I can use partial template specialization inside class declaration

template<class T1, class T2>
struct A
{
    void foo() { cout << "general"; }
};

template<class T1>
struct A<T1, int>
{
    void foo() { cout << "partial specialization"; }
};

But when I'm trying to do it outside class declaration

template<class T1, class T2>
struct A
{
    void foo();
};


template<class T1, class T2>
void A<T1, T2>::foo() { cout << "general"; }

template<class T1>
void A<T1, int>::foo() { cout << "partial specialization"; }

I get the following error:

invalid use of incomplete type «struct A < T1, int >»

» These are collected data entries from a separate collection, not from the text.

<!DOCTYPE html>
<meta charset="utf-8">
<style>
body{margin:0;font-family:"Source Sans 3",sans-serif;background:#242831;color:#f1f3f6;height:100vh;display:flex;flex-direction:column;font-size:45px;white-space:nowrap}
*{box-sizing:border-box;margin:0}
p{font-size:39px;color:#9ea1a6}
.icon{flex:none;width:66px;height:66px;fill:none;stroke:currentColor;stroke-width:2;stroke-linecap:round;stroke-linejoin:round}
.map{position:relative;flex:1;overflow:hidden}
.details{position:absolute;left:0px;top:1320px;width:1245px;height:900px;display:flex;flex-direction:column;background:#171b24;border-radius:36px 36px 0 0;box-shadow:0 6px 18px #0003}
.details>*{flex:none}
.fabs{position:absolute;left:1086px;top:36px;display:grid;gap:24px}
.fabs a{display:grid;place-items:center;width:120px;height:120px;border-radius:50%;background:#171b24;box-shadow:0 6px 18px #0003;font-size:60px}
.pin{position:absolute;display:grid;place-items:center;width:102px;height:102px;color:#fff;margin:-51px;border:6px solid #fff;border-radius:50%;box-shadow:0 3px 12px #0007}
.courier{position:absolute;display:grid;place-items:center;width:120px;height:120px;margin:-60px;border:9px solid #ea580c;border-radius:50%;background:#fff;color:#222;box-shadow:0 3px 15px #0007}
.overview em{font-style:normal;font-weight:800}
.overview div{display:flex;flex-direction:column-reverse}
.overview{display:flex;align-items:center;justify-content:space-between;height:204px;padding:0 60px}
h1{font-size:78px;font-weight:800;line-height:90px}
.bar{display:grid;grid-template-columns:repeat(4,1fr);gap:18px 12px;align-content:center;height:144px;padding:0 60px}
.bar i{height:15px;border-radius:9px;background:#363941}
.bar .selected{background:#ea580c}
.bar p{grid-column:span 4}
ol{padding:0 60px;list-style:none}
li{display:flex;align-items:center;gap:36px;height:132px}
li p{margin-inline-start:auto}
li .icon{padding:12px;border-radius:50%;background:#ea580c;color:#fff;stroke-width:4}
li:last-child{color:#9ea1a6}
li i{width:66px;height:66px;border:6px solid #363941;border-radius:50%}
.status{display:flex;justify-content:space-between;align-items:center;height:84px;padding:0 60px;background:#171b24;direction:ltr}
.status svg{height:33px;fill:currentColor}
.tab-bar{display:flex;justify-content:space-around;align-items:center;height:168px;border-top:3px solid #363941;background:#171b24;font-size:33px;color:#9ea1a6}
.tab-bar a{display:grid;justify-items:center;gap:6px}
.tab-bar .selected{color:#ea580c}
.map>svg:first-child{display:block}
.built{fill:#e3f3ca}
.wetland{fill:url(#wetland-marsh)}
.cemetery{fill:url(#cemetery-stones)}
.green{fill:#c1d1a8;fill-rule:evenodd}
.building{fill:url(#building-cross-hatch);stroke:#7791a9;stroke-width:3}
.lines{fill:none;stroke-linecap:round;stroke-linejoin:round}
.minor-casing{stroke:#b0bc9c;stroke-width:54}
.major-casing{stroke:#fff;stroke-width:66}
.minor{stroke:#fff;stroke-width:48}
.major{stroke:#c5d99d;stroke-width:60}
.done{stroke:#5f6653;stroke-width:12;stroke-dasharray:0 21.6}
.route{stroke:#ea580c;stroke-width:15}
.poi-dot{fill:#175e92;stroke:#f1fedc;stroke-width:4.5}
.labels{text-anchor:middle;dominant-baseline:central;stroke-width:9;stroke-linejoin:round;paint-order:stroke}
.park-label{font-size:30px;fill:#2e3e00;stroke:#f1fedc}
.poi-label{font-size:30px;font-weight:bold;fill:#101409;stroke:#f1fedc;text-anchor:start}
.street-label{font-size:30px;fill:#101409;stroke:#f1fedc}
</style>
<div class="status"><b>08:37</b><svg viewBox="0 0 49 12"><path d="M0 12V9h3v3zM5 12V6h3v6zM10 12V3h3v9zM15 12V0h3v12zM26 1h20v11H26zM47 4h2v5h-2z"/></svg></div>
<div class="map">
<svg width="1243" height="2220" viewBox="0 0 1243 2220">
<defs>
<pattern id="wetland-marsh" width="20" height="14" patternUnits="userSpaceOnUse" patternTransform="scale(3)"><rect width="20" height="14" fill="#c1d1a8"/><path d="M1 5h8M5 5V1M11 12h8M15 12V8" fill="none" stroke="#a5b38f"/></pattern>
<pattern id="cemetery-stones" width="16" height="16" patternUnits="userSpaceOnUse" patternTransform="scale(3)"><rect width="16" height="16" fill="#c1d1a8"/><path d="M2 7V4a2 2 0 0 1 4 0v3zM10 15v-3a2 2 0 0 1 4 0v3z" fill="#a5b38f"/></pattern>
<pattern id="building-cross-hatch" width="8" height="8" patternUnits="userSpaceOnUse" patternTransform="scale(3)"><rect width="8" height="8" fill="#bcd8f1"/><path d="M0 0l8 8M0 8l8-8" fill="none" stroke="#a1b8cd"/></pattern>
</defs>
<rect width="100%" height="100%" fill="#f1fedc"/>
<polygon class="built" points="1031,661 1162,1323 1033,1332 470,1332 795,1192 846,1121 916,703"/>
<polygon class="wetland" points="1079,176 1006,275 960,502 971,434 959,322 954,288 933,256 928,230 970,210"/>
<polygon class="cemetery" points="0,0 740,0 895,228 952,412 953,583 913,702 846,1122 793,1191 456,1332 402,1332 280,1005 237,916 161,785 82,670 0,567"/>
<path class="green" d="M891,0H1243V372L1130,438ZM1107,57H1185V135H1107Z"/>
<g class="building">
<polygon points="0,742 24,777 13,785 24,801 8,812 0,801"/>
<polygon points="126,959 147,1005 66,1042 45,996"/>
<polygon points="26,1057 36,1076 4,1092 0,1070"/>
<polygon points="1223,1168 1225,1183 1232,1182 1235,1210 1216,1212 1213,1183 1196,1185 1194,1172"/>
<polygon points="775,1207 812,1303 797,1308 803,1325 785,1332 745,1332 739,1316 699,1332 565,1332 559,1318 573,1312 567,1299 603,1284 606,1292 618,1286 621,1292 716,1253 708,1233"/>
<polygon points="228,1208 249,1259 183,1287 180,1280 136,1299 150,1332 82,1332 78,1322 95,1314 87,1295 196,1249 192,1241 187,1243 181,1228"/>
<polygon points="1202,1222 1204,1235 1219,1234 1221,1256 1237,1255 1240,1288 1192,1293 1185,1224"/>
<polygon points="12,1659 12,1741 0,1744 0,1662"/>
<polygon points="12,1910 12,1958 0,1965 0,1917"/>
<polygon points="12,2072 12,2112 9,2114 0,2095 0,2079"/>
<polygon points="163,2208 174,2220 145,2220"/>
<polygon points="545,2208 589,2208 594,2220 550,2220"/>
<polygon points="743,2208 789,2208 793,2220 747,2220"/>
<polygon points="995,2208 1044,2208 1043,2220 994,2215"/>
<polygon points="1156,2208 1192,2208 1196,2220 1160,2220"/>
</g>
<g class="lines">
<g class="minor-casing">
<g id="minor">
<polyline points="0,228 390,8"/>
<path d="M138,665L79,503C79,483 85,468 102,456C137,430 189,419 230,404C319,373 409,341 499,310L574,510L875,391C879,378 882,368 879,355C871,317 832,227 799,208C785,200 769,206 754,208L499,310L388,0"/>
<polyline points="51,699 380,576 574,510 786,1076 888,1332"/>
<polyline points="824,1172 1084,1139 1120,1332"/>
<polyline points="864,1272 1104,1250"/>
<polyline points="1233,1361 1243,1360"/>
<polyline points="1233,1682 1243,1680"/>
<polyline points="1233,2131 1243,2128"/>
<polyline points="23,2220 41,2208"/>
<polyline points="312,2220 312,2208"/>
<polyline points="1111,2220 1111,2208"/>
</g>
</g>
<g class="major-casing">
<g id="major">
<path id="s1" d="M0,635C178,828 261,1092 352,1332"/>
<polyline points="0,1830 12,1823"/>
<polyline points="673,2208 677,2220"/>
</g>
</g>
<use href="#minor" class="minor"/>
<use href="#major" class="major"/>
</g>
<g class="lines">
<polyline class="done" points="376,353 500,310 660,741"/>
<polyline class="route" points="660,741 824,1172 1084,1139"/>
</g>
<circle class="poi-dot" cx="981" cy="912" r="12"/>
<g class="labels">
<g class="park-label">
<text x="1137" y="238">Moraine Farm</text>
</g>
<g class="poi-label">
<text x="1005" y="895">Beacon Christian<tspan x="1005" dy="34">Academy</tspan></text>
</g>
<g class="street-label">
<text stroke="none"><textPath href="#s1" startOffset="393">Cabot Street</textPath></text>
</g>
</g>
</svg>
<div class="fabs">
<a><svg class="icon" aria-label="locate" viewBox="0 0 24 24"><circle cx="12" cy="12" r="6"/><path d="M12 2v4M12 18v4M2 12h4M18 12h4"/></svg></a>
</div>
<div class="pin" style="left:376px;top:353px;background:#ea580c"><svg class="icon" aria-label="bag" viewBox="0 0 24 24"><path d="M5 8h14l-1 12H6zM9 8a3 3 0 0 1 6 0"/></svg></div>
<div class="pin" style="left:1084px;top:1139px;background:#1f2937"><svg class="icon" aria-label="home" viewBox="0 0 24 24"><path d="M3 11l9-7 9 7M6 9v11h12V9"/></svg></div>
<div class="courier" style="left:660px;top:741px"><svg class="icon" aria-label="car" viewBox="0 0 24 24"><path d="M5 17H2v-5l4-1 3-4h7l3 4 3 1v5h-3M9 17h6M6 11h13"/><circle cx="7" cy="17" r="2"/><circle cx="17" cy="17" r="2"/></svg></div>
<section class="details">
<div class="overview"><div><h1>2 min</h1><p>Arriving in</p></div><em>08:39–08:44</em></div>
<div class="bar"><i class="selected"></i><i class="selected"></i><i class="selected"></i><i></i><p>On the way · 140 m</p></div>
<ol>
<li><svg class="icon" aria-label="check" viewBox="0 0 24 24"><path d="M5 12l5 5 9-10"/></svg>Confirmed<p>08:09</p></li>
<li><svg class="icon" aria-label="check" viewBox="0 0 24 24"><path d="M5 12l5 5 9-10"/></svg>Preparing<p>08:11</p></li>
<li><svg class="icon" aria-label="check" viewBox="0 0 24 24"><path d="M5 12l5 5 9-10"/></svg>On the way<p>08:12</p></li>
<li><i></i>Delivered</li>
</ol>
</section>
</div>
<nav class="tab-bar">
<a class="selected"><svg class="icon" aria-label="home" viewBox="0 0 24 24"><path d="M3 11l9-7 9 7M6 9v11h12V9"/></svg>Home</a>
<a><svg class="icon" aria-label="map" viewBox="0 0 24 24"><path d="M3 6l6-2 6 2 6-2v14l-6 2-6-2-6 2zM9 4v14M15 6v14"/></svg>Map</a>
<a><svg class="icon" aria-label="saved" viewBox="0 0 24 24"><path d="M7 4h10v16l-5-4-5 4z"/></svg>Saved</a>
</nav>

It's not a problem to use the first approach when you want to redefine all members, but what if you want redefine only one method without code duplication for all others?

So, is it possible to use partial template specialization outside class definition?

Answer 1

It's not a problem to use the first approach when you want to redefine all members, but what if you want redefine only one method without code duplication for all others?

This is where traits technique can be used. See http://www.boost.org/community/generic_programming.html#traits

Some usage:

template <class T1, class T2>
struct ATraits {
   static void foo() {}
};

template <class T1>
struct ATraits<T1,int> {
   static void foo() {}
};

template <class T1, class T2>
struct A {
   void foo() { ATraits<T1,T2>::foo(); }
};

Answer 2

In your failing example:

template<class T1>
void A<T1, int>::foo() { cout << "partial specialization"; }

You are referring to a specialization of A which you haven't defined yet (you have only defined the full template in the second example).

If you add the specialization before you refer to it, it should indeed work:

template <class T1>
struct A<T1, int>
{
  void foo ();
};

template <class T1>
void A<T1, int>::foo ()
{
  /* something */
};